ON BECOMING DIGITAL THINKERS
Jerry Harkins*
On the morning of April 6, 1964, I presented a carefully
researched, closely reasoned report on a question posed by the Head of the
Department of Mechanical and Technical Equipment of the United States Army Engineer
School at Fort Belvoir, Virginia.
Three months earlier, he had asked whether the military field computers
of the future would employ analog or digital technology. Now I was addressing him and his top
aides armed with a 3,000-word text and a deck of overhead projector
slides. I had interviewed experts
and learned about the kinds of decisions made by battlefield commanders. I drew up a list of the kinds and
sources of the information they needed and their special requirements for
portability, ruggedness, reliability, and practicality.
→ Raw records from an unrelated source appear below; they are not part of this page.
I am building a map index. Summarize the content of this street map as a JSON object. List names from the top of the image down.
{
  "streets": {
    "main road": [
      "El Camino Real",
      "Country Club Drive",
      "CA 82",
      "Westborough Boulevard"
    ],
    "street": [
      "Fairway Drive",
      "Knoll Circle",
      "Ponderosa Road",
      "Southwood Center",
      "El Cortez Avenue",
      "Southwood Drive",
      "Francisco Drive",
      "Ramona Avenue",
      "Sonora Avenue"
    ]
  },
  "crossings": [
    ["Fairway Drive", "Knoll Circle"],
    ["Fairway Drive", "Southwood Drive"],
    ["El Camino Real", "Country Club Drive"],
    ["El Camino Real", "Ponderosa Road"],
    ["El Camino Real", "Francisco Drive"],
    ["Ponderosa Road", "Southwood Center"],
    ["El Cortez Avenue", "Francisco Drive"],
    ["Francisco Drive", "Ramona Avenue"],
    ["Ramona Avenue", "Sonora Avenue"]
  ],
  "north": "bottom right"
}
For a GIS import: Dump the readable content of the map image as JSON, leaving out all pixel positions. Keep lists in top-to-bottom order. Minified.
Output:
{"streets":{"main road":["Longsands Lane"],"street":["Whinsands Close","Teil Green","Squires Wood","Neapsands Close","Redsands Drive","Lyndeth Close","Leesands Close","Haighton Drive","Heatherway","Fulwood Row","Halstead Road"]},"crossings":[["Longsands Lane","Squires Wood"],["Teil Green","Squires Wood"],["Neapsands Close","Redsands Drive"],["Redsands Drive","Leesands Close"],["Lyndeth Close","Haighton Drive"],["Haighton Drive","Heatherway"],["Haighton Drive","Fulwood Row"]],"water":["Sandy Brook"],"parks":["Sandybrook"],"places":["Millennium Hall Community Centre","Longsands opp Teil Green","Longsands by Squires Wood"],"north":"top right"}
The take-away was that analog computing
was likely to be the dominant technology for the foreseeable future.
Twenty-four hours later
IBM introduced System 360 thereby rendering my analysis antiquated. Luckily the Colonel was an engineer
with a sense of humor. He recited
the immortal words of Robert Burns: “The best laid schemes o’ Mice an’ Men / Gang aft agley,
/ An’ lea’e us nought but grief an’ pain, / For promis’d joy!”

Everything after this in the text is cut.